You know I got a lot of respect for pretty much anything you comment on JPS. But sometimes I suspect you, in your position as administrator are required/suggested to support new products in addition to sponsors of this site. Also I occassionally suspect some of the people w threads and replies may be fabricated to showcase these products in a favorable light. I , of course could be completely wrong. But if Toby wants to buy a new port lift instead of a used 34,000 used aerial truck, am I the only one that thinks it seems to be just plain crazy? I m talking only experienced tree guys here, with no vested interest.


----------



## clearance (Apr 8, 2007)

I think a boom truck is the way to go, not saying a Spidie or Genie wouldn't be cool and useful but think about it. I have looked around the net, there are many decent boom trucks in that price range. You can park your boom truck in someones driveway and climb in thier back yard, its there, with all your stuff, people see it and come and ask you for quotes, often to do trees the bucket will reach. A huge rolling advertisment that can hold all your tools securely (locking toolboxes with pins, so you have to raise the dump to open them), an office, a chip truck, a chipper puller, a moving truck for stuff totally unrelated to treework. You can drive down the road trimming for a utility, hop in it in the middle of the night for a storm damage call, sleep in it if your really tired, and so on. Most of all you can use the boom, my advice is to get a High Ranger on a good chassis, remember, the boom is the most important part of a boom truck, you can always put it on something else.


----------



## beowulf343 (Apr 8, 2007)

Shall we assume Toby can't climb? Otherwise i see no sense in getting a lift before a bucket, especially if you can climb.
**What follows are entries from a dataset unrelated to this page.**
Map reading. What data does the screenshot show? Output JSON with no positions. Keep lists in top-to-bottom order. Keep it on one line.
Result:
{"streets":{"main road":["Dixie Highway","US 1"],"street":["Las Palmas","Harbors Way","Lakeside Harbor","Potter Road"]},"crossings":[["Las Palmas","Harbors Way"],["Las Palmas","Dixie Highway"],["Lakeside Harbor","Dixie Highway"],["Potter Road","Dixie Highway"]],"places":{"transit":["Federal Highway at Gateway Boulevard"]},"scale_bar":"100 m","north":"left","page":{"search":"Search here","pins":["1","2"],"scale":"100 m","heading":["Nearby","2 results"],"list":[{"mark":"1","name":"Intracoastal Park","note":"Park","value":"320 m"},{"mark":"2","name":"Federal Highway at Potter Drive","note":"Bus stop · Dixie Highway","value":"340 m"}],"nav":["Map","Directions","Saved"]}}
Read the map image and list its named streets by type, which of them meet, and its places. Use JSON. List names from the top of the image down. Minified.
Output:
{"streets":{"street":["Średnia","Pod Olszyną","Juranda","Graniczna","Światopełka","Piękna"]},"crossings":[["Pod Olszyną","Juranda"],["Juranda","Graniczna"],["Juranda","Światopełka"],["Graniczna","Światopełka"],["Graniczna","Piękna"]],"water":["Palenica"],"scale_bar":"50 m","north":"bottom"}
If you are only doing 2 or 3 jobs a week during the summer, how many trees do you run into that actually need a lift? We do hundreds of takedown every year, all year around, and we run into only about 2 trees a year in which a lift is absolutely necessary. Everything else can be reached with a bucket, climbed, or swung into from another point (whether it be another tree or a crane or something else entirely.)


----------



## Toby (Apr 8, 2007)

*towables*

I've been climbing since I got into the business (2 years). Had an experienced climber teach me everything I know, even though I know I'm still green at this. 
I consider myself pretty good at it, but in the last 9-12 months I feel like I'm 40 (my actual age) instead of the 23 I felt like prior to that. I'm still in great shape but I realize now that this is the only body I have and I want to play with my grandchildren someday. 
I love work and I love being in trees; I just feel it's time to grow up and do things the smart way. 
Someone replied if I go with a bucket truck to go with a rear mounted one. I thought one of the mid-mounted ones with a rear chip box would be a good idea. Am I wrong here?
Also, someone was wondering about only doing 2-3 jobs a week. I live in a small town a long way from everything, so theres not a big market. Thats why I was thinking of a towable; I don't feel like I have to rush from job to job. 
I don't know what to do, but I know I have to do something quick. I have 3 jobs waiting that I don't think any climber would touch. At least not many. I agreed to do them during the winter because of my plans to make the purchase this spring. 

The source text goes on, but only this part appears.